A sharp sound of annoyance came from over her shoulder. “Safeguarding the mountain is child’s play to Grunthor.”
“Nope. Oi vaguely recall enjoying child’s play. Don’ like this at all,” the Firbolg giant muttered, his fearsome face wreathed in a terrifying scowl. “We almost lost ya once to a bastard child of the demon; Oi don’t especially want ya riskin’ your life—and your afterlife —again, miss. Wish you’d reconsider.”
She patted his arm. “I can’t. We have to do this; it’s the only way to get the blood we need for Achmed to finally track and find the host of the F’dor.”
“’ E may need to do it, then,” Grunthor said. “No need for you to go along, Duchess. ’Is Majesty works best alone, anyway. We already lost Jo; Oi don’t see no reason to risk losing you as well.”
The reference to the death of the street child she had adopted as her sister made Rhapsody’s eyes sting, but outwardly she betrayed no sign of sorrow.
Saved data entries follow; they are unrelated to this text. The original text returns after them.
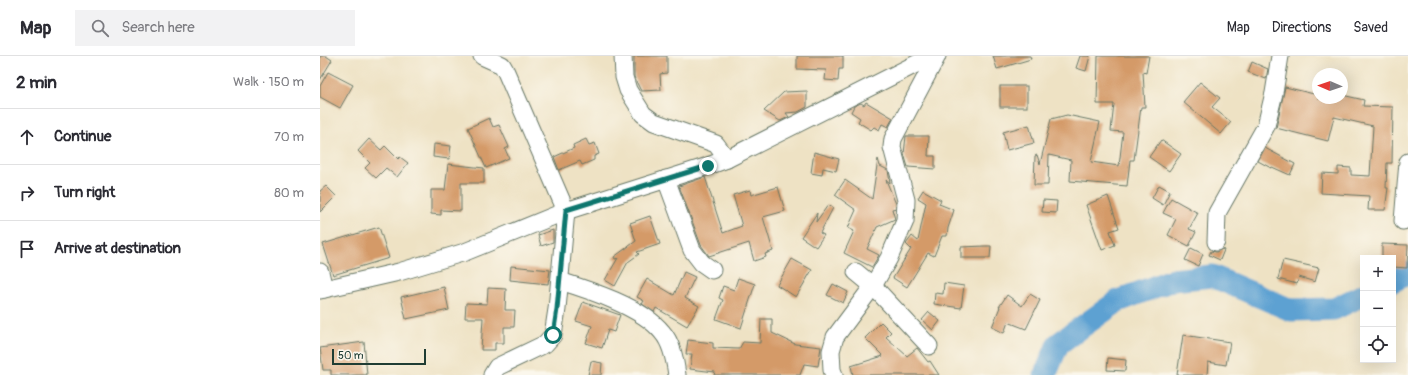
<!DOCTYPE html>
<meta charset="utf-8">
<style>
body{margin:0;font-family:Pangolin,sans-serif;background:#f2f2f3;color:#2b2b33}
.controls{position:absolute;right:12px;bottom:12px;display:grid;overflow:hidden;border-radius:0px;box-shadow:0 4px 16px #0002}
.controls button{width:36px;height:36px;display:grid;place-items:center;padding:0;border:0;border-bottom:1px solid #e1e1e2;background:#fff;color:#2b2b33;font:20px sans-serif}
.compass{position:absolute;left:992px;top:12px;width:36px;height:36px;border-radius:50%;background:#fff;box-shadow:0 4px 16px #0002;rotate:272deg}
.scale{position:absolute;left:12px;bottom:10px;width:94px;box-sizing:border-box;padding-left:4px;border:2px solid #1f3d34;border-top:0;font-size:11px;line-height:14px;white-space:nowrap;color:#1f3d34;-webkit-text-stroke:3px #fbf7ec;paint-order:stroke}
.stop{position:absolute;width:12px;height:12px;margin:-9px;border:3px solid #0f766e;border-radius:50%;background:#fff}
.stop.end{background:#0f766e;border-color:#fff;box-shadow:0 1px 4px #0008}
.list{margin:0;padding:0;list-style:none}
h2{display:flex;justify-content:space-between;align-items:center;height:52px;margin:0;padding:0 16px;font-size:17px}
h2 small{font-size:13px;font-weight:400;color:#7c7c81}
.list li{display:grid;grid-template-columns:26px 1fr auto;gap:12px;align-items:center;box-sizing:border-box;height:56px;padding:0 16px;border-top:1px solid #e1e1e2}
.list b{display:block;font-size:15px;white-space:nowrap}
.list em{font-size:13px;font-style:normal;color:#7c7c81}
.icon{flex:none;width:22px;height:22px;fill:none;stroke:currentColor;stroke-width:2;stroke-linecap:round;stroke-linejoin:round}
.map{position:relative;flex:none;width:1088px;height:319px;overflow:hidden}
header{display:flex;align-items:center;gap:24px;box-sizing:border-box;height:56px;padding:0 20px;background:#fff;border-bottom:1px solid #e1e1e2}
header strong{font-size:19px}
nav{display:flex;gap:22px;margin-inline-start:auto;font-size:14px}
.search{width:280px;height:36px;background:#f2f2f3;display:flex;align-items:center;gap:10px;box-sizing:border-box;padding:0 14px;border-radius:0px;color:#7c7c81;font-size:15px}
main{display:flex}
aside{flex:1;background:#fff}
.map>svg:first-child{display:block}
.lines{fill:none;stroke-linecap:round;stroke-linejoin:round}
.river{stroke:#5da1d2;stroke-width:23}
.building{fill:#d49a68}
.minor-casing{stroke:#677766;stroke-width:19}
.minor{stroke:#fff;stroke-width:17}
.route{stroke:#0f766e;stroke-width:5}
</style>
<header>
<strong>Map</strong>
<div class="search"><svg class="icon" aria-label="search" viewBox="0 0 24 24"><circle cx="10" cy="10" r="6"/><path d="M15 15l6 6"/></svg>Search here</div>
<nav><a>Map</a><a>Directions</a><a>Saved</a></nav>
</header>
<main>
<aside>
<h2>2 min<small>Walk · 150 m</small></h2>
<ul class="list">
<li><svg class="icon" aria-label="ahead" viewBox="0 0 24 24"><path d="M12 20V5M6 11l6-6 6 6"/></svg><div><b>Continue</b></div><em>70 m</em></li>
<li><svg class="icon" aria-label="right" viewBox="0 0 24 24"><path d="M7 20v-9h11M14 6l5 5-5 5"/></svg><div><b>Turn right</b></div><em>80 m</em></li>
<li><svg class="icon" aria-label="arrive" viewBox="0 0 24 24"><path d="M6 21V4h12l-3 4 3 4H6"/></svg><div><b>Arrive at destination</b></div></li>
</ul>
</aside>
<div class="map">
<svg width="1088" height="319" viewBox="0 0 1088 319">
<rect width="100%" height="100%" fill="#fbf7ec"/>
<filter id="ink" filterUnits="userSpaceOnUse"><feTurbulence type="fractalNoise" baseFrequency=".025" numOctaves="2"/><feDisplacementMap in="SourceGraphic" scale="8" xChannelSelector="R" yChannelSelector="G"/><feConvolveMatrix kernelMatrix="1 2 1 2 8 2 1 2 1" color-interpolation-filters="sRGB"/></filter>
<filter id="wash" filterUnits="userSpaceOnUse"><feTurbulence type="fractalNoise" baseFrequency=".012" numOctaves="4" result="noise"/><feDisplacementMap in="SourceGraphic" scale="16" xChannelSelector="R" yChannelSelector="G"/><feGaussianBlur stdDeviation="0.9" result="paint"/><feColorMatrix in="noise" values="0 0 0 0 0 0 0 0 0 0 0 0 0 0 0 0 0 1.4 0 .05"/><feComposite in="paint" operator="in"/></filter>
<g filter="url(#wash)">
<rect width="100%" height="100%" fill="#eee2c4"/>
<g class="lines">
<g class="river">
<polyline points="1073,225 1088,217"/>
<polyline points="725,319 738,288 798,245 852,224 892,220 971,254 1014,253 1043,239"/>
</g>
</g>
<g id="blocks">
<g class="building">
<polygon points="0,0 6,0 12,4 0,24"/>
<polygon points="314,0 347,0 347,17 340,18 341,34 321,35 314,21"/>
<polygon points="477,0 523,0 523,13 519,13 518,25 505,24 506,14 477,13"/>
<polygon points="673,0 710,0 711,3 677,13"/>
<polygon points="760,0 770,0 766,15 756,12"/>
<polygon points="778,0 829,0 826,17 823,16 825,51 821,51 814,104 810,104 807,130 750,125 751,104 729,99 728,129 714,129 715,100 717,99 720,108 731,63 747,59 780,66 771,106 799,110 803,76 791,75 794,48 777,48"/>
<polygon points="932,6 948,13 946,23 928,16"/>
<polygon points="8,16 33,29 20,52 0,41 0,30"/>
<polygon points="880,26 900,42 892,51 911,66 901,78 863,46"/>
<rect x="680" y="30" width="27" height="21"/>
<polygon points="965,31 998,39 998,42 1022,42 1022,39 1044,44 1043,50 1073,51 1072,107 1067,107 1066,132 1068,132 1065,154 1048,154 1049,140 1001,137 1002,117 1018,118 1018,111 1031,112 1031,119 1050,120 1053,70 1014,61 1008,85 956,72"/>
<polygon points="487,35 487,51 478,56 466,57 469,61 460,65 444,55 464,36"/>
<polygon points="546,46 573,62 568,71 562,68 559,74 554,71 551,74 538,66 540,62 531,56 534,50 541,47 544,49"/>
<polygon points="169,62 173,71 179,69 189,91 185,93 189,102 166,112 148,72"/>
<polygon points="709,69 714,87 687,94 683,76"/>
<polygon points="586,80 609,80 608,100 615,100 615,113 588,111 584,98"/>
<polygon points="49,83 61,94 65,90 78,103 80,101 88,107 77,121 66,112 56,122 45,112 50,107 38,95"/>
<polygon points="266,83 269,89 275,87 279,98 274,100 274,104 262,109 260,105 239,114 234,101 254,92 253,89"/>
<polygon points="841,84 861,98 849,115 829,101"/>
<polygon points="114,88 131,90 129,103 113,101"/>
<polygon points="945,92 975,108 970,119 952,111 951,112 938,105"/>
<polygon points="494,96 519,103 516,115 503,112 502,119 491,117"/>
<polygon points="558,103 560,110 568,114 570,127 566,124 576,148 576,152 572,153 575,163 557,171 547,193 559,199 552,211 524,197 534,175 528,172 536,154 515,139 525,124 552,143"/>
<polygon points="128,108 164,112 164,127 141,127 141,155 121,154 121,159 111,158 111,134 125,134"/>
<polygon points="385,121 403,177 422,170 413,139 430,134 431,139 458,131 465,155 443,161 453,195 445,198 446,201 434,205 429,187 389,200 381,189 359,130"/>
<polygon points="839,129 850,135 843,149 832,142"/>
<polygon points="6,130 16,140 0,156 0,135"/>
<polygon points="603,134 621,144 619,148 634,154 628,172 627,180 622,180 614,200 608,197 587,231 573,222 591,193 586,188 592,180 598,185 606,147 598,142"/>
<polygon points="788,140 799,172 790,175 795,189 782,194 766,149"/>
<polygon points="851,142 878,157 869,173 876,176 869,190 848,179 856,163 843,157"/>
<polygon points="723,144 737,145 736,157 722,156"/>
<polygon points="508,149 513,152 500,177 504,179 496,191 481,181 497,157 496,166"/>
<polygon points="330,160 340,188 317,196 319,198 308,206 295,230 285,224 298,202 295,203 294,201 316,185 310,167"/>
<polygon points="59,171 69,202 13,219 3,188"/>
<polygon points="233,174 233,186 221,190 218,179"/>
<polygon points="1062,188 1088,189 1087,212 1073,211 1073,202 1062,202"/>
<polygon points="665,190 671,190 670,202 641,202 641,191"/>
<polygon points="871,192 883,198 878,210 865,204"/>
<polygon points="902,193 904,194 900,204 889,199 891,195 896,196"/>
<polygon points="472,203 492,214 476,241 457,229"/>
<polygon points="963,204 999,212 995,226 979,221 977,228 958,223"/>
<polygon points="191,210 230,214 228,228 190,224"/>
<polygon points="364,216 375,221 365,242 379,250 367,270 336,252 334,256 322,248 324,245 317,241 327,223 354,239"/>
<polygon points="418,222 435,228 421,272 396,263 403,244 399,242 403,230 414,234"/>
<polygon points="624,227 644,230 641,252 614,248 615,237 623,238"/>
<polygon points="513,228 528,236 523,247 507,239"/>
<polygon points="124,231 129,254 86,263 81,241"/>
<polygon points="168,232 186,233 185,254 195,254 194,271 184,271 184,287 175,287 175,294 161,294 163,262 145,262 146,247 167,248"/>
<polygon points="710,238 720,244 706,273 688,266 684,277 672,271 680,251 679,251 687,239 702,250"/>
<polygon points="263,246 300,259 294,276 288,274 282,292 266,287 272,270 256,265"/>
<polygon points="609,256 620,265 613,274 602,264"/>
<polygon points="441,263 452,263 452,277 475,288 501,291 498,310 484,308 480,319 394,319 395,316 370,313 372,298 366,298 368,284 393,287 393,292 419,293 423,286 440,287"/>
<polygon points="561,266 571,276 566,281 587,300 597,292 608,306 610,305 619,319 533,319 531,310 563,300 545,282"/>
<polygon points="863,279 910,286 906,309 888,306 887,319 857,319"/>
<polygon points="44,286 47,319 11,319 11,314 3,314 0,292"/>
<polygon points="788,302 806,304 805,315 787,314"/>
<polygon points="271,305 282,307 281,319 268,319"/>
</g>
</g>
</g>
<g filter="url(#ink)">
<use href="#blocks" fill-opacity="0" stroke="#677766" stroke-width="1"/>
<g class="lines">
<defs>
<g id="minor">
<polyline points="162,0 182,9 186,16 246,155 237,253 233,279 225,288 177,311 172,319"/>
<polyline points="303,0 304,21 308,34 323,58 334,66 396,88 407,103"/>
<polyline points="346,123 372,194 382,207 392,214"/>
<polyline points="1083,165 1088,106"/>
<polyline points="896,186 897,157 946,70 954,37 960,0"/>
<polyline points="0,216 4,233"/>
<polyline points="536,216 553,230 609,290"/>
<path d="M240,225C269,234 322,251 342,276C352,287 355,304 357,319"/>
<polyline points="0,234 79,216 145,196 246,155 388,110 407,103 612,0"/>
<polyline points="514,319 512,314 511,295 515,281 553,230 569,202 585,165 586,144 572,91 573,83 617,0"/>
</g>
</defs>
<use href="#minor" class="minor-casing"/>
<use href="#minor" class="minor"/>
</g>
</g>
<g class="lines" filter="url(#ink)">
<polyline class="route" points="233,279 237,253 246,154 388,110"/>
</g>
</svg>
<div class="controls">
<button>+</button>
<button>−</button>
<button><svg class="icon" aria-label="locate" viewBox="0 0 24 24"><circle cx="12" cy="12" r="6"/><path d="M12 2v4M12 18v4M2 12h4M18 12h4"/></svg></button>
</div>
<svg class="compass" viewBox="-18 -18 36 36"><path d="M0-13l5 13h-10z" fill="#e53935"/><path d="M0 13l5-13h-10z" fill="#7c7c81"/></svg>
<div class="scale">50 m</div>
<div class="stop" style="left:233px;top:279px"></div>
<div class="stop end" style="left:388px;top:110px"></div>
</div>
</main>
She had sung Jo’s final dirge a few days before, along with the laments for the others they had lost along the way. She bit back a bitter answer, remembering that Grunthor had loved Jo almost as much as she had.
“Jo was little more than a child. I’m a trained warrior, trained by the best. Between you and Oelendra I believe I am fully capable of defending myself. Besides, since you’re ‘The Ultimate Authority, to Be Obeyed at All Costs,’ you can just command me to live, and I suppose I will have to do so. I wouldn’t want to risk your wrath by dying against orders.”